Start of Block
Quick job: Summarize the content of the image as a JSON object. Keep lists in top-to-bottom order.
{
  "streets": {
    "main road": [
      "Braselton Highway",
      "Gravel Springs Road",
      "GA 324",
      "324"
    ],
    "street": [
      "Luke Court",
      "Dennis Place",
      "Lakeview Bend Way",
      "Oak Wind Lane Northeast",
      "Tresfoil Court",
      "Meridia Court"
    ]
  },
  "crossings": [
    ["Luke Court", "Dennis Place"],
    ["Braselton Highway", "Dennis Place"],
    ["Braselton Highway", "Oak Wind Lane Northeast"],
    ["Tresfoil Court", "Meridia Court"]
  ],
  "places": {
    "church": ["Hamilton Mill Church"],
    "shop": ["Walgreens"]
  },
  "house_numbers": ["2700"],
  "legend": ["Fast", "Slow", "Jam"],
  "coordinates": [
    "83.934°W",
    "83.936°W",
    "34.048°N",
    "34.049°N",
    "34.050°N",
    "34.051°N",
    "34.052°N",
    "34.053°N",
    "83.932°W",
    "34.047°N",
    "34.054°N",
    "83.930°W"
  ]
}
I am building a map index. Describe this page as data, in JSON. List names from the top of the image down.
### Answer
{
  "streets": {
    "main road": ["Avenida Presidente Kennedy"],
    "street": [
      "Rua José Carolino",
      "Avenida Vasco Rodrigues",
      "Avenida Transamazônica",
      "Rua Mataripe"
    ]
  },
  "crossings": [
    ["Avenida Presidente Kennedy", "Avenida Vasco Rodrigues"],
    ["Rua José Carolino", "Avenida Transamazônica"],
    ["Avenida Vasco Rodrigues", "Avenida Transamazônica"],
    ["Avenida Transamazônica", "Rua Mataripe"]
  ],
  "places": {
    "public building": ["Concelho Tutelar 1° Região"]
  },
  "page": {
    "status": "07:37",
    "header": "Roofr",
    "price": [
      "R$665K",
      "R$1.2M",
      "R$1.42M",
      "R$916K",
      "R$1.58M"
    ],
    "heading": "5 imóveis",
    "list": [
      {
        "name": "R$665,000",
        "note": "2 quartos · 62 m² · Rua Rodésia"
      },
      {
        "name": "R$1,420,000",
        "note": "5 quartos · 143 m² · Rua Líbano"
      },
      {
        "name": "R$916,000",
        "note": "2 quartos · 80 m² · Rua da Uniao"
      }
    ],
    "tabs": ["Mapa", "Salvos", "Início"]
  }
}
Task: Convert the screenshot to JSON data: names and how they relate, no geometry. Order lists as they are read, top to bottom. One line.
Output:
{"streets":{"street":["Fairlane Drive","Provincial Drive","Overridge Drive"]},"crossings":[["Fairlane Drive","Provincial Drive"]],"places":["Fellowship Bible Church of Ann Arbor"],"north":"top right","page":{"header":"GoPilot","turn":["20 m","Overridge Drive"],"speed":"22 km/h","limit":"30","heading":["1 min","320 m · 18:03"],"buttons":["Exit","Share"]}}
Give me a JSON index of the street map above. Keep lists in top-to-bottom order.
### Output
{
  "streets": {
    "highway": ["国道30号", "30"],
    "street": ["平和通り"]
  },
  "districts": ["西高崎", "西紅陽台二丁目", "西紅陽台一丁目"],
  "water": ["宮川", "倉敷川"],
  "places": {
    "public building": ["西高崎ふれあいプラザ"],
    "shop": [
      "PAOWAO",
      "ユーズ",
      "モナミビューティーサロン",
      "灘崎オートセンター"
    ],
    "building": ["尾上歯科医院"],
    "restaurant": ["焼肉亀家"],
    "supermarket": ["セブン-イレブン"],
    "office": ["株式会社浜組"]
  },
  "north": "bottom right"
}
End of Block
» **Task to complete**: The material above should be given again in full, exactly.

» **Task solution**:
Quick job: Summarize the content of the image as a JSON object. Keep lists in top-to-bottom order.
{
  "streets": {
    "main road": [
      "Braselton Highway",
      "Gravel Springs Road",
      "GA 324",
      "324"
    ],
    "street": [
      "Luke Court",
      "Dennis Place",
      "Lakeview Bend Way",
      "Oak Wind Lane Northeast",
      "Tresfoil Court",
      "Meridia Court"
    ]
  },
  "crossings": [
    ["Luke Court", "Dennis Place"],
    ["Braselton Highway", "Dennis Place"],
    ["Braselton Highway", "Oak Wind Lane Northeast"],
    ["Tresfoil Court", "Meridia Court"]
  ],
  "places": {
    "church": ["Hamilton Mill Church"],
    "shop": ["Walgreens"]
  },
  "house_numbers": ["2700"],
  "legend": ["Fast", "Slow", "Jam"],
  "coordinates": [
    "83.934°W",
    "83.936°W",
    "34.048°N",
    "34.049°N",
    "34.050°N",
    "34.051°N",
    "34.052°N",
    "34.053°N",
    "83.932°W",
    "34.047°N",
    "34.054°N",
    "83.930°W"
  ]
}
I am building a map index. Describe this page as data, in JSON. List names from the top of the image down.
### Answer
{
  "streets": {
    "main road": ["Avenida Presidente Kennedy"],
    "street": [
      "Rua José Carolino",
      "Avenida Vasco Rodrigues",
      "Avenida Transamazônica",
      "Rua Mataripe"
    ]
  },
  "crossings": [
    ["Avenida Presidente Kennedy", "Avenida Vasco Rodrigues"],
    ["Rua José Carolino", "Avenida Transamazônica"],
    ["Avenida Vasco Rodrigues", "Avenida Transamazônica"],
    ["Avenida Transamazônica", "Rua Mataripe"]
  ],
  "places": {
    "public building": ["Concelho Tutelar 1° Região"]
  },
  "page": {
    "status": "07:37",
    "header": "Roofr",
    "price": [
      "R$665K",
      "R$1.2M",
      "R$1.42M",
      "R$916K",
      "R$1.58M"
    ],
    "heading": "5 imóveis",
    "list": [
      {
        "name": "R$665,000",
        "note": "2 quartos · 62 m² · Rua Rodésia"
      },
      {
        "name": "R$1,420,000",
        "note": "5 quartos · 143 m² · Rua Líbano"
      },
      {
        "name": "R$916,000",
        "note": "2 quartos · 80 m² · Rua da Uniao"
      }
    ],
    "tabs": ["Mapa", "Salvos", "Início"]
  }
}
Task: Convert the screenshot to JSON data: names and how they relate, no geometry. Order lists as they are read, top to bottom. One line.
Output:
{"streets":{"street":["Fairlane Drive","Provincial Drive","Overridge Drive"]},"crossings":[["Fairlane Drive","Provincial Drive"]],"places":["Fellowship Bible Church of Ann Arbor"],"north":"top right","page":{"header":"GoPilot","turn":["20 m","Overridge Drive"],"speed":"22 km/h","limit":"30","heading":["1 min","320 m · 18:03"],"buttons":["Exit","Share"]}}
Give me a JSON index of the street map above. Keep lists in top-to-bottom order.
### Output
{
  "streets": {
    "highway": ["国道30号", "30"],
    "street": ["平和通り"]
  },
  "districts": ["西高崎", "西紅陽台二丁目", "西紅陽台一丁目"],
  "water": ["宮川", "倉敷川"],
  "places": {
    "public building": ["西高崎ふれあいプラザ"],
    "shop": [
      "PAOWAO",
      "ユーズ",
      "モナミビューティーサロン",
      "灘崎オートセンター"
    ],
    "building": ["尾上歯科医院"],
    "restaurant": ["焼肉亀家"],
    "supermarket": ["セブン-イレブン"],
    "office": ["株式会社浜組"]
  },
  "north": "bottom right"
}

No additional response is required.